Parole officers Loretta Kovacs and Frank Marvelli have a big problem. They've been ordered to find hit man Sammy Teitlebaum before Sammy kills mob turncoat Gus Rispoli, who's tucked away at My Blue Heaven, the Witness Protection Program's top-secret prison. But the bad guys don't anticipate the tenacious efforts of Loretta and Frank as they travel to Seattle to find Sammy and stop him. They also don't count on having to deal with Loretta, who's decided to quit coffee cold turkey...
Parole officers Loretta Kovacs and Frank Marvelli have a big problem. They've been ordered to find hit man Sammy Teitlebaum before Sammy kills mob turncoat Gus Rispoli, who's tucked away at My Blue Heaven, the Witness Protection Program's top-secret prison. But the bad guys don't anticipate the tenacious efforts of Loretta and Frank as they travel to Seattle to find Sammy and stop him. They also don't count on having to deal with Loretta, who's decided to quit coffee cold turkey - just as they hit Java City.

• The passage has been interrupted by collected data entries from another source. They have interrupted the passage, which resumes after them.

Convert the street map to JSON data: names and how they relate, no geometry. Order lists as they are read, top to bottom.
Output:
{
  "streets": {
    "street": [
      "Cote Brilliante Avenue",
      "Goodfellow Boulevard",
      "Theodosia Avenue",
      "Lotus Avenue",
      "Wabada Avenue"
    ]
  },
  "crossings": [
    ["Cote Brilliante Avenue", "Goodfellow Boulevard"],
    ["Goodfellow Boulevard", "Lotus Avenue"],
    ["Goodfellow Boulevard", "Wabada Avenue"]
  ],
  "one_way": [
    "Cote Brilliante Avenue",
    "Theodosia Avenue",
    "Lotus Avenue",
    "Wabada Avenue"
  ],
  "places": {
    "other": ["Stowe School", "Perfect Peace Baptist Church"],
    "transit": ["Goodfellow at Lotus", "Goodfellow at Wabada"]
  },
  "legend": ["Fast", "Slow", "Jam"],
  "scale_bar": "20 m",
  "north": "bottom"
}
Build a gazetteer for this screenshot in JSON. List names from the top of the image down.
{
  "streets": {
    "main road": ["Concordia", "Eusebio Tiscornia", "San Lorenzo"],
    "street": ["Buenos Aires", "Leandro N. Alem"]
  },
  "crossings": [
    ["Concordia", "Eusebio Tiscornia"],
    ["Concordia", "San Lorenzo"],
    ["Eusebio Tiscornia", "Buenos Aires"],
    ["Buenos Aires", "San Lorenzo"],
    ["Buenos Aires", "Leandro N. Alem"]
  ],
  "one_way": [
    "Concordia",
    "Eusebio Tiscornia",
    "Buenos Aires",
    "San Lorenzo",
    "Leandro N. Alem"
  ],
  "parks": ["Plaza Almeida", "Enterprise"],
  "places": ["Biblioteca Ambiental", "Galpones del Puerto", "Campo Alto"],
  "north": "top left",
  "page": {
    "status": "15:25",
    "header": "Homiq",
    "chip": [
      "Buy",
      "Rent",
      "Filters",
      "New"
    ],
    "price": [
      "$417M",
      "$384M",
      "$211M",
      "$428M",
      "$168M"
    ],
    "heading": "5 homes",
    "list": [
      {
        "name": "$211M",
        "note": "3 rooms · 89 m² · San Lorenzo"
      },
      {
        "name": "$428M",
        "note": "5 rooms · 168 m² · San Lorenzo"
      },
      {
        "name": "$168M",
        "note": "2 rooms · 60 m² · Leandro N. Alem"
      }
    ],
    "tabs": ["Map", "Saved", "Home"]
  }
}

A cranky fat woman and her hunky partner in the New Jersey Bureau of Parole's "Jump Squad" (those who track down cons who "jump" parole) are an unlikely pair nonetheless ripe for comic plotting as Bruno proved in their first well-received outing, Devil's Food (1997). Fans of Loretta Kovacs and Frank Marvelli may be disappointed in the follow-up, though nifty plot twists and Bruno's clutch of kinky bit players still make it worth the read. The duo is off to coffee-rich Seattle to reel in Frankie's brother-in-law, Sammy, a parole violator who's working as a hit man, and the formidable Loretta grows nearly homicidal while she tries to kick caffeine. What almost saves this Dilbert-esque conceit is the crime-novel set-up. Sammy's target is a federal witness against loathsome mobster Taffy Demaggio; slender, blonde, diet pill-popping FBI agent Veronica Springer wants the hit to happen so Taffy will flip on bigger fish. Frank calls in a debt from another FBI agent to find a secret witness-stashing compound in Puget Sound, and the pair spring the hit man, avoid the feebs and get tangled with Sammy and Taffy in ways the reader won't see coming. The resolution works, and budding romance points to new ground for the series ahead. The coffee gimmick grows quickly tiresome, and some of the humor falls flat, but there's enough good writing to justify hope for an improved third caper. (Aug.) FYI: Devil's Food will be released by Forge as a mass market paperback in July.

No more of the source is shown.